═══ Dataset entries ═══

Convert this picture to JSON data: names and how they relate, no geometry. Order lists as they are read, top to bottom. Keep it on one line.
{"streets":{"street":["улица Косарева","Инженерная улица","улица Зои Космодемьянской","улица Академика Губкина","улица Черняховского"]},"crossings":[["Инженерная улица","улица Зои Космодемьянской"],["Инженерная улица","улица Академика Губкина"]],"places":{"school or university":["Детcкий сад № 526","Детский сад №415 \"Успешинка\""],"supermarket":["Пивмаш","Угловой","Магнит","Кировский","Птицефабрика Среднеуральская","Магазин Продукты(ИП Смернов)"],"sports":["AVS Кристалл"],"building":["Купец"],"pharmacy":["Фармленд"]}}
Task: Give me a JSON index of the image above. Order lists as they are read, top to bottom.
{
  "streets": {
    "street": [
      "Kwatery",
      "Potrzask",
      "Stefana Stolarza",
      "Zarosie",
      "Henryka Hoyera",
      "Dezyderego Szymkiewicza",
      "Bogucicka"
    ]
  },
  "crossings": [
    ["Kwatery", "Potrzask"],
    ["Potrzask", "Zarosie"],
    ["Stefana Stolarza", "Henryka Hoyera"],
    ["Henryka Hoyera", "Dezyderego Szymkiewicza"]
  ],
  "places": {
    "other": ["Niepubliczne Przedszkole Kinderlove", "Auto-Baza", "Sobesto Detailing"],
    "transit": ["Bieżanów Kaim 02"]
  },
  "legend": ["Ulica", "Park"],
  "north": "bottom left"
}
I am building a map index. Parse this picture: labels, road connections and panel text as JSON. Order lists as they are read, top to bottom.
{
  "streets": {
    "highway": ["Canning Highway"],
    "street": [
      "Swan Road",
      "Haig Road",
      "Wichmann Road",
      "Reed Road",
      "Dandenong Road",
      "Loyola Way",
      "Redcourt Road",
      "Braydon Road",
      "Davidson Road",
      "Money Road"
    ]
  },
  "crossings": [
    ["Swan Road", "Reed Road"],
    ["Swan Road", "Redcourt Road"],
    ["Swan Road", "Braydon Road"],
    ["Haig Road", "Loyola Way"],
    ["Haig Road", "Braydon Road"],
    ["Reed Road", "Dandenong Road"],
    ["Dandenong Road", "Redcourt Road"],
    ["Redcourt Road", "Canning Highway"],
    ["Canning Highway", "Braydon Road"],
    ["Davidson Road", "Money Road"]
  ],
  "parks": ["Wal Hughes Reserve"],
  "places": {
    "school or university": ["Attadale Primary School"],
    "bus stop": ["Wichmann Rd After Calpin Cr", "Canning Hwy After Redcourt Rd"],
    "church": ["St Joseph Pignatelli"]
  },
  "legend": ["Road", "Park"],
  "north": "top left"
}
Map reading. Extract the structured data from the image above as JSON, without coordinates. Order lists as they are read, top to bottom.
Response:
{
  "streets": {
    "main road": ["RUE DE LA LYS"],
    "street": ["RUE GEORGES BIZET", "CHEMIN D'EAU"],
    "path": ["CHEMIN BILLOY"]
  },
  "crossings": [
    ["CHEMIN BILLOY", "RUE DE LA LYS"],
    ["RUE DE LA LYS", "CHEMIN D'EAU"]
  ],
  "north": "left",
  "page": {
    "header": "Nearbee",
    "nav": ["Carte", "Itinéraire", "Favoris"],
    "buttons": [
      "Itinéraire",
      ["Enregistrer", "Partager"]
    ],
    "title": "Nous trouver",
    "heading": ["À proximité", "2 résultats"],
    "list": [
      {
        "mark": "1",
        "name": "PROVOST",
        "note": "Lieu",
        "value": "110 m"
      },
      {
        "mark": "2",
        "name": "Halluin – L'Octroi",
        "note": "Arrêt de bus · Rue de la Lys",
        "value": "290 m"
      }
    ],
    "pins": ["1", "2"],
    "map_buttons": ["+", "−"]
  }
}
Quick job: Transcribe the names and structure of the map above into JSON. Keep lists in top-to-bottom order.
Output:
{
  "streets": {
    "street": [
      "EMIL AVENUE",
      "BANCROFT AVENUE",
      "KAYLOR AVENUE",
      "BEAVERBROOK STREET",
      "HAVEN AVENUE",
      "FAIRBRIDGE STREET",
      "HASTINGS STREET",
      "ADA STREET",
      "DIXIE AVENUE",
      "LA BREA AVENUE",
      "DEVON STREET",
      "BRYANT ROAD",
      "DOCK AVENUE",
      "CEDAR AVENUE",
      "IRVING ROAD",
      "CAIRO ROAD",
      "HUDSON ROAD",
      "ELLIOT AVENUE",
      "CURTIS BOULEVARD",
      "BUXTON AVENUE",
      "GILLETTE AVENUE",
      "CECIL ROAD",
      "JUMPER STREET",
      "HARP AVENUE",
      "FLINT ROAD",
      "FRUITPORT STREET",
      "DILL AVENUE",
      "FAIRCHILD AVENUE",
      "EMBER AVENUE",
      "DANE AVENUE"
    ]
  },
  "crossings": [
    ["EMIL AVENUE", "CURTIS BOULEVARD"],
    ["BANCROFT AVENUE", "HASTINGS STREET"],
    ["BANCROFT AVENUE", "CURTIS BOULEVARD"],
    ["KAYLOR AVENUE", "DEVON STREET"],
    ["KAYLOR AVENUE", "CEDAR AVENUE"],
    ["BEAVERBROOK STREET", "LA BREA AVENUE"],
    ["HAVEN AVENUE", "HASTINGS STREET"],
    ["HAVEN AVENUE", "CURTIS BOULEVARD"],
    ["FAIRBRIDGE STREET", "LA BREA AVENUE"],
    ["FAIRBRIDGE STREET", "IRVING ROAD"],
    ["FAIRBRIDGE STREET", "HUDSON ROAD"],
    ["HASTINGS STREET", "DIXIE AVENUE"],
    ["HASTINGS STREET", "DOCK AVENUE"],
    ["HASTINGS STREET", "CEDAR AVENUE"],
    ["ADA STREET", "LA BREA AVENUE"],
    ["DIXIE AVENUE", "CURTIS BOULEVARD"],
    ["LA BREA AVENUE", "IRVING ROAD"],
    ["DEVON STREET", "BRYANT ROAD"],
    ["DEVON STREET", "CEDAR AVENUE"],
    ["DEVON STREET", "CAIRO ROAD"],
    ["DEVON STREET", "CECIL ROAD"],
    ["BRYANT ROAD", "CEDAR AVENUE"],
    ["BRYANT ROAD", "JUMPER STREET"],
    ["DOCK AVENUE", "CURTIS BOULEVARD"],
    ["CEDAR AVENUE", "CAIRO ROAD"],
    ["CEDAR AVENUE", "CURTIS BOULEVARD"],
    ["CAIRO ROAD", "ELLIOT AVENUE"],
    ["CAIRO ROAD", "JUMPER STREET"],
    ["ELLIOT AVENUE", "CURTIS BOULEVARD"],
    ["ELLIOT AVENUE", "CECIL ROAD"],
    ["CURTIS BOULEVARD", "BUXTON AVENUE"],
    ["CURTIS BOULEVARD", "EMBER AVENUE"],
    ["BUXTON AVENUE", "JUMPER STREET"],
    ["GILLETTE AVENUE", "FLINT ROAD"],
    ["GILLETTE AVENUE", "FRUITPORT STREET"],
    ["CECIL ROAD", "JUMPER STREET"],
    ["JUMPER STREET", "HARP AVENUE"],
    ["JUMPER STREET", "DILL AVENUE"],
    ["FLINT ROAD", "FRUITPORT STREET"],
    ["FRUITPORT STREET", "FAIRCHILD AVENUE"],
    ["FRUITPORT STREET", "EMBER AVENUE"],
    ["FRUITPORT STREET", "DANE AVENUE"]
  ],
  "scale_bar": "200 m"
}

═══

| Your objective |
Exactness is what counts here: write out every record again.

| Output for this task |
Convert this picture to JSON data: names and how they relate, no geometry. Order lists as they are read, top to bottom. Keep it on one line.
{"streets":{"street":["улица Косарева","Инженерная улица","улица Зои Космодемьянской","улица Академика Губкина","улица Черняховского"]},"crossings":[["Инженерная улица","улица Зои Космодемьянской"],["Инженерная улица","улица Академика Губкина"]],"places":{"school or university":["Детcкий сад № 526","Детский сад №415 \"Успешинка\""],"supermarket":["Пивмаш","Угловой","Магнит","Кировский","Птицефабрика Среднеуральская","Магазин Продукты(ИП Смернов)"],"sports":["AVS Кристалл"],"building":["Купец"],"pharmacy":["Фармленд"]}}
Task: Give me a JSON index of the image above. Order lists as they are read, top to bottom.
{
  "streets": {
    "street": [
      "Kwatery",
      "Potrzask",
      "Stefana Stolarza",
      "Zarosie",
      "Henryka Hoyera",
      "Dezyderego Szymkiewicza",
      "Bogucicka"
    ]
  },
  "crossings": [
    ["Kwatery", "Potrzask"],
    ["Potrzask", "Zarosie"],
    ["Stefana Stolarza", "Henryka Hoyera"],
    ["Henryka Hoyera", "Dezyderego Szymkiewicza"]
  ],
  "places": {
    "other": ["Niepubliczne Przedszkole Kinderlove", "Auto-Baza", "Sobesto Detailing"],
    "transit": ["Bieżanów Kaim 02"]
  },
  "legend": ["Ulica", "Park"],
  "north": "bottom left"
}
I am building a map index. Parse this picture: labels, road connections and panel text as JSON. Order lists as they are read, top to bottom.
{
  "streets": {
    "highway": ["Canning Highway"],
    "street": [
      "Swan Road",
      "Haig Road",
      "Wichmann Road",
      "Reed Road",
      "Dandenong Road",
      "Loyola Way",
      "Redcourt Road",
      "Braydon Road",
      "Davidson Road",
      "Money Road"
    ]
  },
  "crossings": [
    ["Swan Road", "Reed Road"],
    ["Swan Road", "Redcourt Road"],
    ["Swan Road", "Braydon Road"],
    ["Haig Road", "Loyola Way"],
    ["Haig Road", "Braydon Road"],
    ["Reed Road", "Dandenong Road"],
    ["Dandenong Road", "Redcourt Road"],
    ["Redcourt Road", "Canning Highway"],
    ["Canning Highway", "Braydon Road"],
    ["Davidson Road", "Money Road"]
  ],
  "parks": ["Wal Hughes Reserve"],
  "places": {
    "school or university": ["Attadale Primary School"],
    "bus stop": ["Wichmann Rd After Calpin Cr", "Canning Hwy After Redcourt Rd"],
    "church": ["St Joseph Pignatelli"]
  },
  "legend": ["Road", "Park"],
  "north": "top left"
}
Map reading. Extract the structured data from the image above as JSON, without coordinates. Order lists as they are read, top to bottom.
Response:
{
  "streets": {
    "main road": ["RUE DE LA LYS"],
    "street": ["RUE GEORGES BIZET", "CHEMIN D'EAU"],
    "path": ["CHEMIN BILLOY"]
  },
  "crossings": [
    ["CHEMIN BILLOY", "RUE DE LA LYS"],
    ["RUE DE LA LYS", "CHEMIN D'EAU"]
  ],
  "north": "left",
  "page": {
    "header": "Nearbee",
    "nav": ["Carte", "Itinéraire", "Favoris"],
    "buttons": [
      "Itinéraire",
      ["Enregistrer", "Partager"]
    ],
    "title": "Nous trouver",
    "heading": ["À proximité", "2 résultats"],
    "list": [
      {
        "mark": "1",
        "name": "PROVOST",
        "note": "Lieu",
        "value": "110 m"
      },
      {
        "mark": "2",
        "name": "Halluin – L'Octroi",
        "note": "Arrêt de bus · Rue de la Lys",
        "value": "290 m"
      }
    ],
    "pins": ["1", "2"],
    "map_buttons": ["+", "−"]
  }
}
Quick job: Transcribe the names and structure of the map above into JSON. Keep lists in top-to-bottom order.
Output:
{
  "streets": {
    "street": [
      "EMIL AVENUE",
      "BANCROFT AVENUE",
      "KAYLOR AVENUE",
      "BEAVERBROOK STREET",
      "HAVEN AVENUE",
      "FAIRBRIDGE STREET",
      "HASTINGS STREET",
      "ADA STREET",
      "DIXIE AVENUE",
      "LA BREA AVENUE",
      "DEVON STREET",
      "BRYANT ROAD",
      "DOCK AVENUE",
      "CEDAR AVENUE",
      "IRVING ROAD",
      "CAIRO ROAD",
      "HUDSON ROAD",
      "ELLIOT AVENUE",
      "CURTIS BOULEVARD",
      "BUXTON AVENUE",
      "GILLETTE AVENUE",
      "CECIL ROAD",
      "JUMPER STREET",
      "HARP AVENUE",
      "FLINT ROAD",
      "FRUITPORT STREET",
      "DILL AVENUE",
      "FAIRCHILD AVENUE",
      "EMBER AVENUE",
      "DANE AVENUE"
    ]
  },
  "crossings": [
    ["EMIL AVENUE", "CURTIS BOULEVARD"],
    ["BANCROFT AVENUE", "HASTINGS STREET"],
    ["BANCROFT AVENUE", "CURTIS BOULEVARD"],
    ["KAYLOR AVENUE", "DEVON STREET"],
    ["KAYLOR AVENUE", "CEDAR AVENUE"],
    ["BEAVERBROOK STREET", "LA BREA AVENUE"],
    ["HAVEN AVENUE", "HASTINGS STREET"],
    ["HAVEN AVENUE", "CURTIS BOULEVARD"],
    ["FAIRBRIDGE STREET", "LA BREA AVENUE"],
    ["FAIRBRIDGE STREET", "IRVING ROAD"],
    ["FAIRBRIDGE STREET", "HUDSON ROAD"],
    ["HASTINGS STREET", "DIXIE AVENUE"],
    ["HASTINGS STREET", "DOCK AVENUE"],
    ["HASTINGS STREET", "CEDAR AVENUE"],
    ["ADA STREET", "LA BREA AVENUE"],
    ["DIXIE AVENUE", "CURTIS BOULEVARD"],
    ["LA BREA AVENUE", "IRVING ROAD"],
    ["DEVON STREET", "BRYANT ROAD"],
    ["DEVON STREET", "CEDAR AVENUE"],
    ["DEVON STREET", "CAIRO ROAD"],
    ["DEVON STREET", "CECIL ROAD"],
    ["BRYANT ROAD", "CEDAR AVENUE"],
    ["BRYANT ROAD", "JUMPER STREET"],
    ["DOCK AVENUE", "CURTIS BOULEVARD"],
    ["CEDAR AVENUE", "CAIRO ROAD"],
    ["CEDAR AVENUE", "CURTIS BOULEVARD"],
    ["CAIRO ROAD", "ELLIOT AVENUE"],
    ["CAIRO ROAD", "JUMPER STREET"],
    ["ELLIOT AVENUE", "CURTIS BOULEVARD"],
    ["ELLIOT AVENUE", "CECIL ROAD"],
    ["CURTIS BOULEVARD", "BUXTON AVENUE"],
    ["CURTIS BOULEVARD", "EMBER AVENUE"],
    ["BUXTON AVENUE", "JUMPER STREET"],
    ["GILLETTE AVENUE", "FLINT ROAD"],
    ["GILLETTE AVENUE", "FRUITPORT STREET"],
    ["CECIL ROAD", "JUMPER STREET"],
    ["JUMPER STREET", "HARP AVENUE"],
    ["JUMPER STREET", "DILL AVENUE"],
    ["FLINT ROAD", "FRUITPORT STREET"],
    ["FRUITPORT STREET", "FAIRCHILD AVENUE"],
    ["FRUITPORT STREET", "EMBER AVENUE"],
    ["FRUITPORT STREET", "DANE AVENUE"]
  ],
  "scale_bar": "200 m"
}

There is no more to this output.